ASSIGNED TASK: Each line of the data below from the one holding "font-size:30px; color:#27864d; font-weight:700" to the one holding "position:absolute; inset:0; border:5px", inclusive, is to be reproduced exactly; no other line belongs in the answer.
··· RECORDS SHOWN
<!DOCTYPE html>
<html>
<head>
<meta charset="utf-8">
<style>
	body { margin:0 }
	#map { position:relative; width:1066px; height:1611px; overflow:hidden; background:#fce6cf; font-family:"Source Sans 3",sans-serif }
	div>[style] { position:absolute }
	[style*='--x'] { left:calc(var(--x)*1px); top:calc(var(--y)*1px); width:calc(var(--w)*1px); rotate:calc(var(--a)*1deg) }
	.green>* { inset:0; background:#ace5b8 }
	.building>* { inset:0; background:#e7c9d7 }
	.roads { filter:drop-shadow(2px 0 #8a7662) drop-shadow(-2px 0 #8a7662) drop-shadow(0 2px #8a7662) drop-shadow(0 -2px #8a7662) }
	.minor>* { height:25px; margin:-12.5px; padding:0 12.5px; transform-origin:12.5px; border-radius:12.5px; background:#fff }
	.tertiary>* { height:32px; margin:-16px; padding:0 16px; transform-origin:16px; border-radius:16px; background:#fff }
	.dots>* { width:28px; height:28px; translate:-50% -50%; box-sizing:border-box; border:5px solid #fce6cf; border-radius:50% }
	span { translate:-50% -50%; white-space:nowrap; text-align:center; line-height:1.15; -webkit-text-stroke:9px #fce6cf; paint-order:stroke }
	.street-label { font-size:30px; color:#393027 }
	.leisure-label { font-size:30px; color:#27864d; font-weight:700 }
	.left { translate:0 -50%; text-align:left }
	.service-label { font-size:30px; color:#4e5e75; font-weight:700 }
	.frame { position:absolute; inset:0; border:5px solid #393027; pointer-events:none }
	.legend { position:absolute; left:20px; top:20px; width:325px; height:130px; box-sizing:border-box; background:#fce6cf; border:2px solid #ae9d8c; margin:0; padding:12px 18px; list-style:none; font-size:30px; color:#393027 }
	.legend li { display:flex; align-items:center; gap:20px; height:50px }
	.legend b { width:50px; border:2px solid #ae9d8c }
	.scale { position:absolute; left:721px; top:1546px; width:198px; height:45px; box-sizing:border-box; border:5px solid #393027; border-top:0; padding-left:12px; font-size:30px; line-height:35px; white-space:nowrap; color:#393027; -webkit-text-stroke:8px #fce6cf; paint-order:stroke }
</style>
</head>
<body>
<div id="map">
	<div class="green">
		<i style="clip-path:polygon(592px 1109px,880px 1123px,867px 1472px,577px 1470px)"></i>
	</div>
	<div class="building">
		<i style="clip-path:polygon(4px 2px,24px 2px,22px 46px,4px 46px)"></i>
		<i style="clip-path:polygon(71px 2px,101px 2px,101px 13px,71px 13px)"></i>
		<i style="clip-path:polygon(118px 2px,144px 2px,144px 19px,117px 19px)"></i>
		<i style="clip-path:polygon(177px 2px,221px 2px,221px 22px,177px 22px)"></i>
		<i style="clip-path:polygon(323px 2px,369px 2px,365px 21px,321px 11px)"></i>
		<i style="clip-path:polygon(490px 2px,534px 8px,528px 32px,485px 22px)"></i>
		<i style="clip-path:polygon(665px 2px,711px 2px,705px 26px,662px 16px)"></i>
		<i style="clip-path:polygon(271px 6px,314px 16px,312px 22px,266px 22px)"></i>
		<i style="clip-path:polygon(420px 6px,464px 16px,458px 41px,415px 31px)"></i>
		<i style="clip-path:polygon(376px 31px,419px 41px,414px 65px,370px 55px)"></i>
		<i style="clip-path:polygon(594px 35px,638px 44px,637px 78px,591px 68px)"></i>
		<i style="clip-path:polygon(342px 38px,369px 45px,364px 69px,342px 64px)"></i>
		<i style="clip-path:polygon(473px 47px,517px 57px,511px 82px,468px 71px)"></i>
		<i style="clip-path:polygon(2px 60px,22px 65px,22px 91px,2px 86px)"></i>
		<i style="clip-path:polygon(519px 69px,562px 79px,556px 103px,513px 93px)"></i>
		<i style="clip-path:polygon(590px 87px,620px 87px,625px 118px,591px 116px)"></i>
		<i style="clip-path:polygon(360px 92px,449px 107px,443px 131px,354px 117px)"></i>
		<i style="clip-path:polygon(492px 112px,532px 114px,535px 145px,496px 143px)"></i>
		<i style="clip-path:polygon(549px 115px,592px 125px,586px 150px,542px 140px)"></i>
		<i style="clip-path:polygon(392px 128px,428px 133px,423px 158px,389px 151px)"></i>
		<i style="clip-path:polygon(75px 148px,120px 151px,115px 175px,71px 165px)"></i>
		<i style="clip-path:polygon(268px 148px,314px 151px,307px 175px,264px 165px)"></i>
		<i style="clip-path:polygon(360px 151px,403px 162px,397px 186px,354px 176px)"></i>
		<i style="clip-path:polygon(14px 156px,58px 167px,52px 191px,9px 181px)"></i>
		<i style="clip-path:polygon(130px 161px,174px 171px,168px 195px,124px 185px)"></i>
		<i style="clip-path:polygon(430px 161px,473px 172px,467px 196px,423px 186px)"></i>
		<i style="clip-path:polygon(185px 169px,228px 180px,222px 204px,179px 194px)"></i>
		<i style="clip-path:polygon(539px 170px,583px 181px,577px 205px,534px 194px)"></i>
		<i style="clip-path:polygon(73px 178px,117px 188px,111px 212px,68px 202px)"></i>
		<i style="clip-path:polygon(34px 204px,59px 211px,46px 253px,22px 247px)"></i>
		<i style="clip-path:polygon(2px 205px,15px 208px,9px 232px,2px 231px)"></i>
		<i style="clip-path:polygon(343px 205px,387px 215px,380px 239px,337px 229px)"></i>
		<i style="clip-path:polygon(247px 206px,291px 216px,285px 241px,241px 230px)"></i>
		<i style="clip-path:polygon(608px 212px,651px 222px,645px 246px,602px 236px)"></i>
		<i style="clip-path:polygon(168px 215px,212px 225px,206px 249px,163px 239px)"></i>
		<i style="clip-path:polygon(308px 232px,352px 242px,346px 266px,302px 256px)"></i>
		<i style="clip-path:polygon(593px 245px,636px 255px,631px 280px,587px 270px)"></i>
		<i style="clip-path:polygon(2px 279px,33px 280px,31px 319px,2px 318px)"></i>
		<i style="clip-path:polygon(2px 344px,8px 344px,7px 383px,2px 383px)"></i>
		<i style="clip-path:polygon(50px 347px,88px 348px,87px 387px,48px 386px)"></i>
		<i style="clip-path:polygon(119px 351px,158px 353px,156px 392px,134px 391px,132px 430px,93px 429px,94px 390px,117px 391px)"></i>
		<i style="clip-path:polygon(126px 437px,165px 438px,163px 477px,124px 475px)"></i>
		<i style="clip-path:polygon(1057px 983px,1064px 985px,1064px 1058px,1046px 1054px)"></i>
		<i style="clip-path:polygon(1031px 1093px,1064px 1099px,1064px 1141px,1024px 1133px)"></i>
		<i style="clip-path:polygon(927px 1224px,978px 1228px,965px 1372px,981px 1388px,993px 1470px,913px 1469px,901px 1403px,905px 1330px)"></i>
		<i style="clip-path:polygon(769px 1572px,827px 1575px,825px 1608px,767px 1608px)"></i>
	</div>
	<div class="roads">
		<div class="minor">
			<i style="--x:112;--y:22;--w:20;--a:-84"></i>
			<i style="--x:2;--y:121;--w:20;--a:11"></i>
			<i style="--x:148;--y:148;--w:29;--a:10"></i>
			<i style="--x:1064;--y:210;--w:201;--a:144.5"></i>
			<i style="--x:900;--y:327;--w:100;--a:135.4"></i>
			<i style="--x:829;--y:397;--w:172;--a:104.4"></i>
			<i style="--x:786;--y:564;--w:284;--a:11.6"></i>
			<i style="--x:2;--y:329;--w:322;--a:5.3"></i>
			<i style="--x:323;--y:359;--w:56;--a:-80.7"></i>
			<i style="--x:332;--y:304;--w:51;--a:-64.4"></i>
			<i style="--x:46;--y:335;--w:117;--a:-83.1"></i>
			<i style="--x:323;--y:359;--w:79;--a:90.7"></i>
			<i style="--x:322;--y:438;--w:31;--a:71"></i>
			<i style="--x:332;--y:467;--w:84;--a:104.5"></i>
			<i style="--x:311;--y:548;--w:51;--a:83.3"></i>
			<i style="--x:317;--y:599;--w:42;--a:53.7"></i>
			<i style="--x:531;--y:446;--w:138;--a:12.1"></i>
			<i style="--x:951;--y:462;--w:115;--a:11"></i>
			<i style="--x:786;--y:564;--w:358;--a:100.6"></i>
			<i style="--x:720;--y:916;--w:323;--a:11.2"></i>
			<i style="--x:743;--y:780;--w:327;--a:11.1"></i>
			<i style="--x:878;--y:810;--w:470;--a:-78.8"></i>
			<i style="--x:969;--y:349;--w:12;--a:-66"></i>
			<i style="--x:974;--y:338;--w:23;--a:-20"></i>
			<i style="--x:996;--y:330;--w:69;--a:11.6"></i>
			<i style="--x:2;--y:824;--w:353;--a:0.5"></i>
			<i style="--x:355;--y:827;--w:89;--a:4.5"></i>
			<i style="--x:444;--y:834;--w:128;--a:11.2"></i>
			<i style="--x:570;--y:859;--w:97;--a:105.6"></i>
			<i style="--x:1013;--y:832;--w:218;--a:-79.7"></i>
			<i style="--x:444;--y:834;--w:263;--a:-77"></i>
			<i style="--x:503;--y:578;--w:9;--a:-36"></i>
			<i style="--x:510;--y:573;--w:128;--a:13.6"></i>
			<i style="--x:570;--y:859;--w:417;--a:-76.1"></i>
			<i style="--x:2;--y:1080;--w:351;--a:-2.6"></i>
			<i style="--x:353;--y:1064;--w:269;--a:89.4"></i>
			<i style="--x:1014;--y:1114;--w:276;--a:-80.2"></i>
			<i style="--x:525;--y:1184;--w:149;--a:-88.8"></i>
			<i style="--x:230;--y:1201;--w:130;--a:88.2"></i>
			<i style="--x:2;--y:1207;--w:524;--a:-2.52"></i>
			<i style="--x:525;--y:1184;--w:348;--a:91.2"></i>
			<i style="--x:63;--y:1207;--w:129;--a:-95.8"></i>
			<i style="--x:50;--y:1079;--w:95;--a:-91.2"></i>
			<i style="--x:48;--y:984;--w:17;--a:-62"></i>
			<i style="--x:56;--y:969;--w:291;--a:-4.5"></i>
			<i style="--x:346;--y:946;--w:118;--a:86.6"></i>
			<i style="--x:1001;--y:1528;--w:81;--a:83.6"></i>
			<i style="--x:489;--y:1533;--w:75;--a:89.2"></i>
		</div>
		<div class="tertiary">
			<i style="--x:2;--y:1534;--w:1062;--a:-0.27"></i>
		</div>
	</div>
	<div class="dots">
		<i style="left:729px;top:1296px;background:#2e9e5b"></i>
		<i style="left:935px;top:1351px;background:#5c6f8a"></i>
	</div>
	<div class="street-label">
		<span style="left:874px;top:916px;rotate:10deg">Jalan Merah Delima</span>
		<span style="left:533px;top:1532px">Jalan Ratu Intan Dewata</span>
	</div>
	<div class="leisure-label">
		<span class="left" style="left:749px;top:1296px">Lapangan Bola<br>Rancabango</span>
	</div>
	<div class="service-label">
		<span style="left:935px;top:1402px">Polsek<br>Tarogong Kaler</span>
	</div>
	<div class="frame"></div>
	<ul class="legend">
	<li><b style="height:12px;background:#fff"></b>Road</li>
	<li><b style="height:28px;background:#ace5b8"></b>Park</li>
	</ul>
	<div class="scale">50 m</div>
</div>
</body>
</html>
······
OUTPUT OF THE EXERCISE:
	.leisure-label { font-size:30px; color:#27864d; font-weight:700 }
	.left { translate:0 -50%; text-align:left }
	.service-label { font-size:30px; color:#4e5e75; font-weight:700 }
	.frame { position:absolute; inset:0; border:5px solid #393027; pointer-events:none }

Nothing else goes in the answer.